■ Task to carry out: From the records below, find each line with the string "rows" and copy it.

■ Data to process:
****************************************

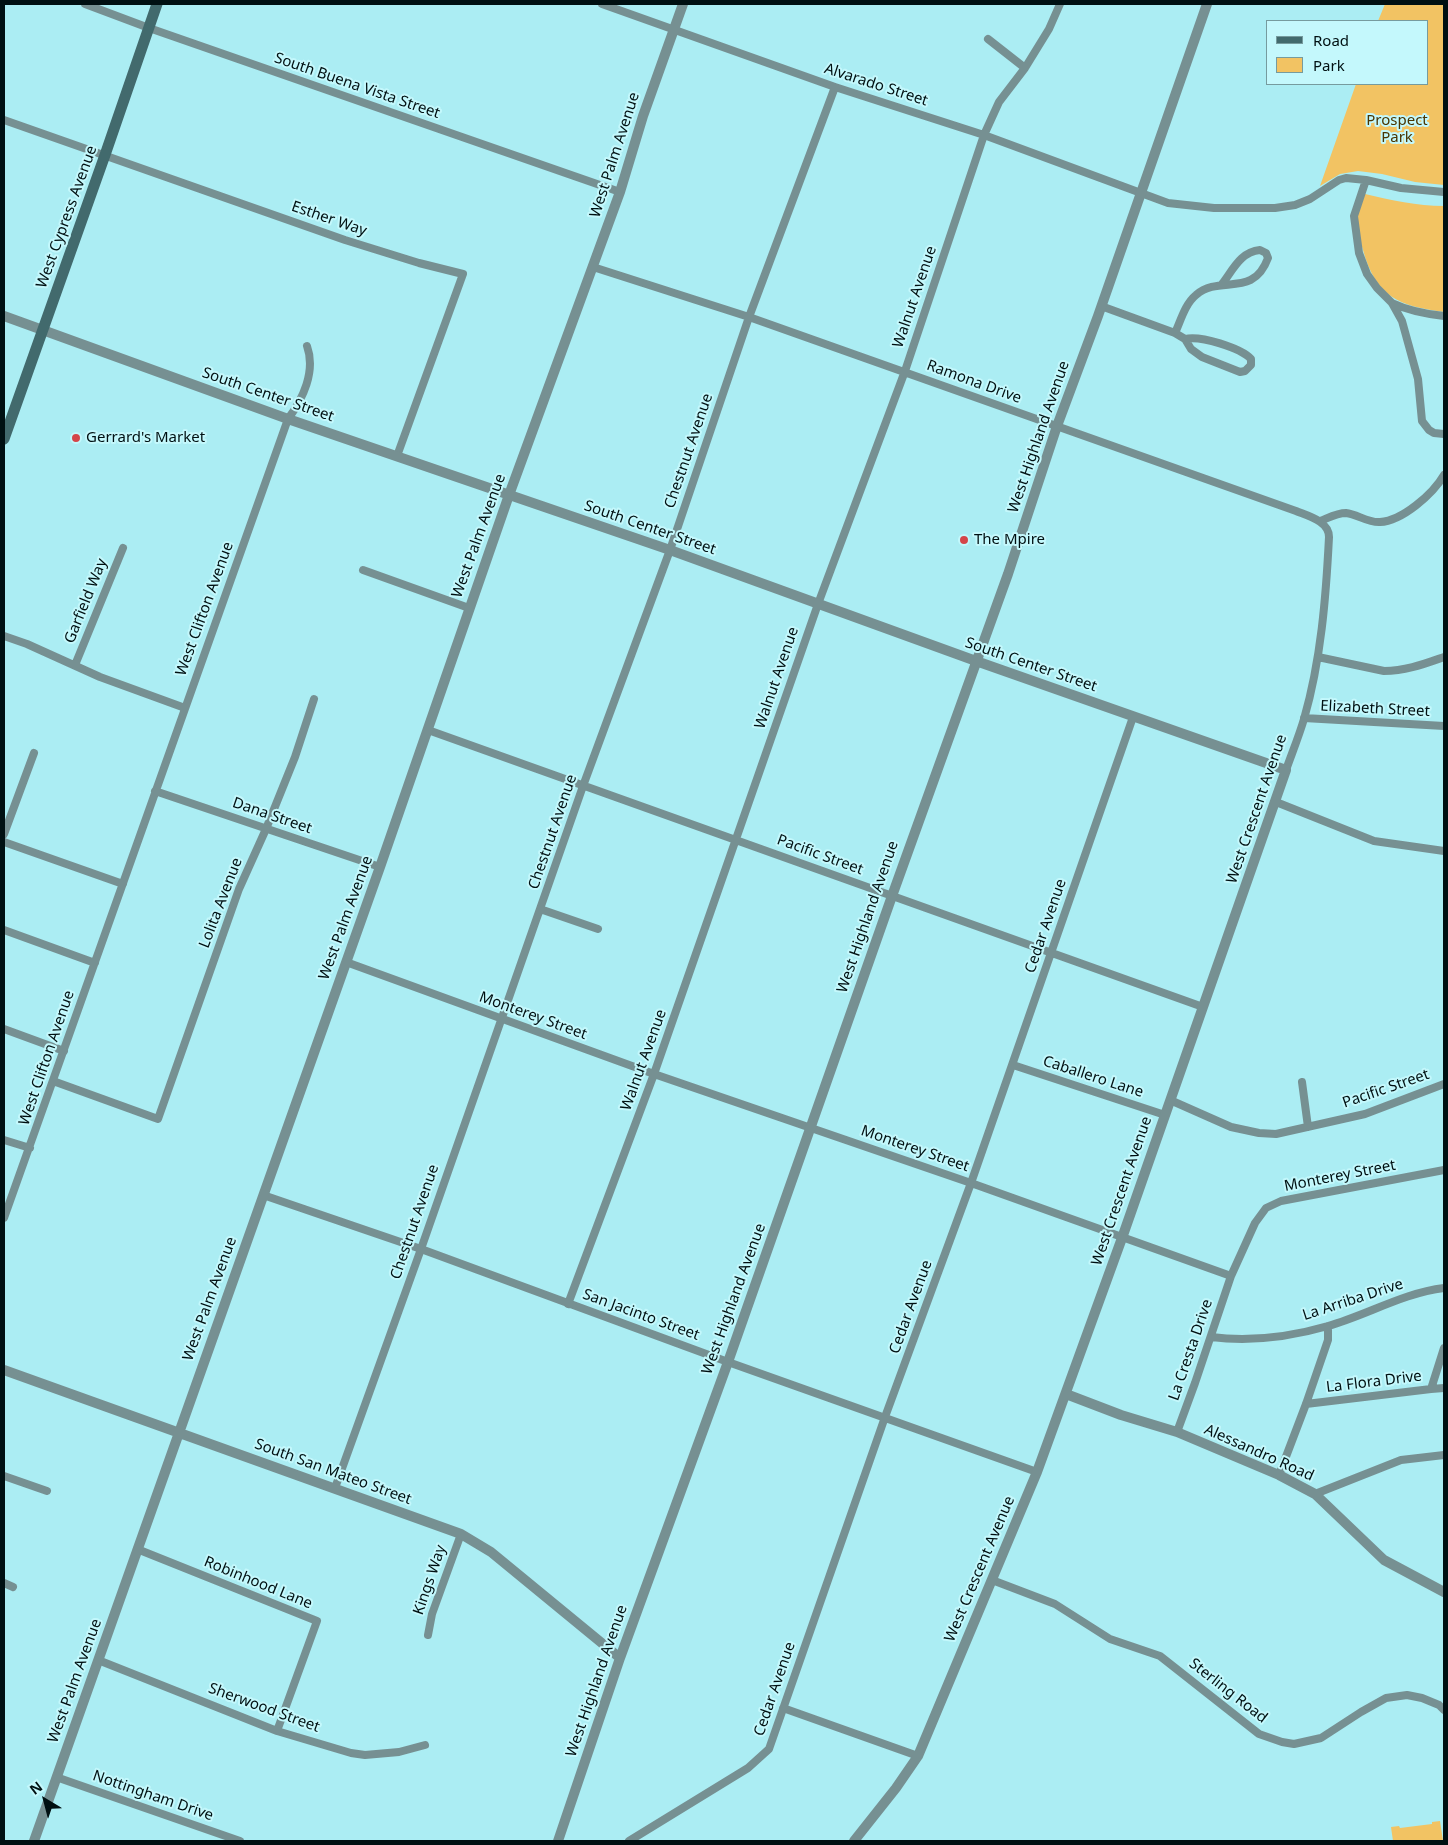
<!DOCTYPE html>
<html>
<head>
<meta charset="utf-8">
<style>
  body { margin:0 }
  #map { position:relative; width:1448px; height:1845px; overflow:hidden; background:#abedf3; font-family:"Noto Sans",sans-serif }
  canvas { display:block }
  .frame { position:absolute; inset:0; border:5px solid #001012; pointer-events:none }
  .legend { position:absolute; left:1266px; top:20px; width:162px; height:65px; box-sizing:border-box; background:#c4f8fc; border:1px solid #769b9e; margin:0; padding:6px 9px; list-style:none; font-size:15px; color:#001012 }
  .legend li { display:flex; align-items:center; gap:10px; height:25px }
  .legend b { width:25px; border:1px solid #769b9e }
  .north { position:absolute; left:20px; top:1775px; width:50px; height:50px; -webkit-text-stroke:4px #c4f8fc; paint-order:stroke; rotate:323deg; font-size:14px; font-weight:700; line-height:20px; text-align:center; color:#001012 }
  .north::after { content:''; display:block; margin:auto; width:18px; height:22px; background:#001012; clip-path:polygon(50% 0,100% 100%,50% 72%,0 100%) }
</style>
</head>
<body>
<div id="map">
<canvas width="1448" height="1845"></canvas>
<div class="frame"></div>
<ul class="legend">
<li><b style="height:6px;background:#426a6d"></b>Road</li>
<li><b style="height:14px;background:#f2c363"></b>Park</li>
</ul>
<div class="north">N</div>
</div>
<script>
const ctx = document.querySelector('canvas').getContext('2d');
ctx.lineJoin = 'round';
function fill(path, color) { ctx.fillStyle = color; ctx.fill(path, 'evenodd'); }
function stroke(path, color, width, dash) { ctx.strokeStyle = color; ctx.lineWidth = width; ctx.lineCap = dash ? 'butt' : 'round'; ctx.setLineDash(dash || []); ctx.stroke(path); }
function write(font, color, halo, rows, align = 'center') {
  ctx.font = font + ' "Noto Sans",sans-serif'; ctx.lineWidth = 4; ctx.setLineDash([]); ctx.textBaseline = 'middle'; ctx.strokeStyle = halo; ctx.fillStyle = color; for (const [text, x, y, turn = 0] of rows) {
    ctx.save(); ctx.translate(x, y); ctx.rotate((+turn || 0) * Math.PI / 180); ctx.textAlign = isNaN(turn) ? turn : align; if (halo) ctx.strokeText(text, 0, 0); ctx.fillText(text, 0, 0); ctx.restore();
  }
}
const green = new Path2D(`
  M1385 4H1444V185L1415 182 1382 174 1358 171 1340 174 1320 186 1356 84H1427V21H1378Z
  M1365 194C1391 200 1417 206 1444 206V312C1399 306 1376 297 1363 250 1360 240 1355 223 1358 212 1359 206 1362 200 1365 194Z
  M1440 1821 1443 1841H1393L1391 1827 1399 1826 1400 1828 1432 1824V1822Z`);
const minor = new Path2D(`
  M85 4 149 28 620 192
  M602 4 835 87 984 135 1168 203 1214 208H1275L1295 205 1310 199 1339 180 1346 178 1366 180 1354 216 1359 253 1367 274 1377 288 1392 303 1402 321 1418 379 1422 421 1429 430 1434 433 1444 434
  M988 39 1025 68
  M4 120 345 240 419 263 463 274 397 456
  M1366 180 1401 188 1444 192
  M593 267 749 317 1296 511C1308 516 1329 521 1329 537 1326 597 1321 660 1304 719 1299 736 1292 753 1286 770
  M1392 303C1409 311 1425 314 1444 316
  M1101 306 1175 333 1185 339 1191 349 1202 357 1240 372 1245 371 1251 365V359C1241 348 1200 335 1185 339
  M1175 333C1181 320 1185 304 1196 295 1220 274 1253 299 1268 258L1266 253 1260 250C1240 252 1233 270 1222 284
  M1320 521C1328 518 1337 513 1346 513 1357 514 1368 523 1380 522 1402 521 1433 494 1444 475
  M363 570 469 608
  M4 636 27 644 100 677 185 708
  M1318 657 1384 671C1406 671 1424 664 1444 657
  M75 665 123 548
  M1304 718 1444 726
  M428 730 1203 1007
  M155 791 380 867
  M1276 802 1374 841 1444 851
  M4 834 34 753
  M4 842 123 884
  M540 909 598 929
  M4 930 95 963
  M346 962 654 1074 971 1183 1231 1276 1255 1223 1266 1208 1281 1201 1444 1170
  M4 1029 64 1051
  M1013 1065 1165 1115
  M53 1081 158 1119 239 889 266 829 295 757 314 699
  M1302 1082 1308 1127
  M1170 1100 1231 1127 1259 1133 1276 1134 1365 1114 1444 1084
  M4 1140 30 1148
  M263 1195 421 1249 728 1362 1037 1472
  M4 1218 288 419C303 399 316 371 307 346
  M568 1304 654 1074 818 604 905 371 984 135 999 102 1025 68 1049 29 1060 4
  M1211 1337C1251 1342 1290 1337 1328 1326 1367 1315 1403 1293 1444 1288
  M1431 1389 1444 1388
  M1306 1404 1431 1389 1444 1348
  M1177 1432 1195 1383 1231 1276
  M1279 1475 1306 1404 1328 1340V1326
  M4 1476 47 1491
  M335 1488 421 1249 583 786 670 550 749 317 835 87
  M1315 1494 1401 1460 1444 1455
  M137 1549 317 1621 277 1731
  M992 1580 1055 1604 1110 1639 1160 1656 1259 1734 1282 1742 1294 1744 1321 1738 1361 1712 1386 1698 1407 1695 1422 1698 1439 1705 1444 1710
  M4 1583 13 1587
  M428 1635 432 1614 461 1534
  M98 1660 277 1731 351 1753 365 1755 399 1752 425 1745
  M783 1708 918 1756
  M56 1777 240 1841
  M629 1841 748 1768 769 1749 885 1417 971 1183 1133 717`);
const tertiary = new Path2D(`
  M4 316 288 419 670 550 976 661 1286 770 1122 1238 1037 1472 918 1756 896 1788 854 1841
  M4 1370 461 1534 491 1552 620 1658
  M1066 1394 1121 1415 1177 1432 1279 1475 1315 1494 1384 1560 1444 1592
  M34 1841 380 867 509 495 620 192 643 116 683 4
  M558 1841 620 1658 728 1362 892 896 1008 574 1057 426 1098 316 1207 4`);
const secondary = new Path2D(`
  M4 439 105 155 157 4`);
const markers = [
  [76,438,5,"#d44549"],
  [964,540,5,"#d44549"]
];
const streetNames = [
  ["Alvarado Street",876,85,18],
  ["South Buena Vista Street",357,86,19],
  ["West Palm Avenue",615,155,-72],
  ["West Cypress Avenue",67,217,-70],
  ["Esther Way",329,219,19],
  ["Walnut Avenue",915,297,-71],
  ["Ramona Drive",974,382,20],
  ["South Center Street",268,395,19],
  ["West Highland Avenue",1039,437,-71],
  ["Chestnut Avenue",689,451,-71],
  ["South Center Street",650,528,19],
  ["West Palm Avenue",479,536,-70],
  ["Garfield Way",86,601,-68],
  ["West Clifton Avenue",205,609,-70],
  ["South Center Street",1031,665,19],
  ["Walnut Avenue",777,678,-71],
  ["Elizabeth Street",1375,709,3],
  ["West Crescent Avenue",1257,809,-71],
  ["Dana Street",272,816,19],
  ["Chestnut Avenue",553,832,-71],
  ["Pacific Street",820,855,20],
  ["Lolita Avenue",221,903,-69],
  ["West Highland Avenue",868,917,-71],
  ["West Palm Avenue",346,918,-70],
  ["Cedar Avenue",1046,926,-71],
  ["Monterey Street",533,1016,20],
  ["West Clifton Avenue",47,1058,-71],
  ["Walnut Avenue",644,1060,-70],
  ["Caballero Lane",1093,1077,18],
  ["Pacific Street",1386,1089,-19],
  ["Monterey Street",915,1149,19],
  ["Monterey Street",1340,1176,-11],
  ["West Crescent Avenue",1122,1191,-71],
  ["Chestnut Avenue",415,1222,-71],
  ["West Palm Avenue",210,1299,-70],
  ["West Highland Avenue",734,1299,-70],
  ["La Arriba Drive",1353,1300,-18],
  ["Cedar Avenue",911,1307,-70],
  ["San Jacinto Street",641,1315,20],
  ["La Cresta Drive",1191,1350,-71],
  ["La Flora Drive",1374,1382,-7],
  ["Alessandro Road",1259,1453,24],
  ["South San Mateo Street",333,1472,20],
  ["West Crescent Avenue",980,1569,-67],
  ["Kings Way",430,1580,-71],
  ["Robinhood Lane",258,1583,22],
  ["West Palm Avenue",75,1681,-70],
  ["West Highland Avenue",597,1681,-71],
  ["Cedar Avenue",775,1689,-71],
  ["Sterling Road",1228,1691,38],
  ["Sherwood Street",264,1708,20],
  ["Nottingham Drive",153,1796,19]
];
const parkNames = [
  ["Prospect",1397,121],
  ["Park",1397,138]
];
const poiNames = [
  ["Gerrard's Market",86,438],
  ["The Mpire",974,540]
];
fill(green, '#f2c363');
stroke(minor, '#769092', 8);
stroke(tertiary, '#769092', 10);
stroke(secondary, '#426a6d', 11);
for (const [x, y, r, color] of markers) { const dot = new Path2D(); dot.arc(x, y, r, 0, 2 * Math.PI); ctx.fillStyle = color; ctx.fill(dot); stroke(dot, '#c4f8fc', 2); }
write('15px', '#001012', '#c4f8fc', streetNames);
write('15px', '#4a3501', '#c4f8fc', parkNames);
write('15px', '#001012', '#c4f8fc', poiNames, 'left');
</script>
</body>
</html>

****************************************

■ Output for this task:
function write(font, color, halo, rows, align = 'center') {
  ctx.font = font + ' "Noto Sans",sans-serif'; ctx.lineWidth = 4; ctx.setLineDash([]); ctx.textBaseline = 'middle'; ctx.strokeStyle = halo; ctx.fillStyle = color; for (const [text, x, y, turn = 0] of rows) {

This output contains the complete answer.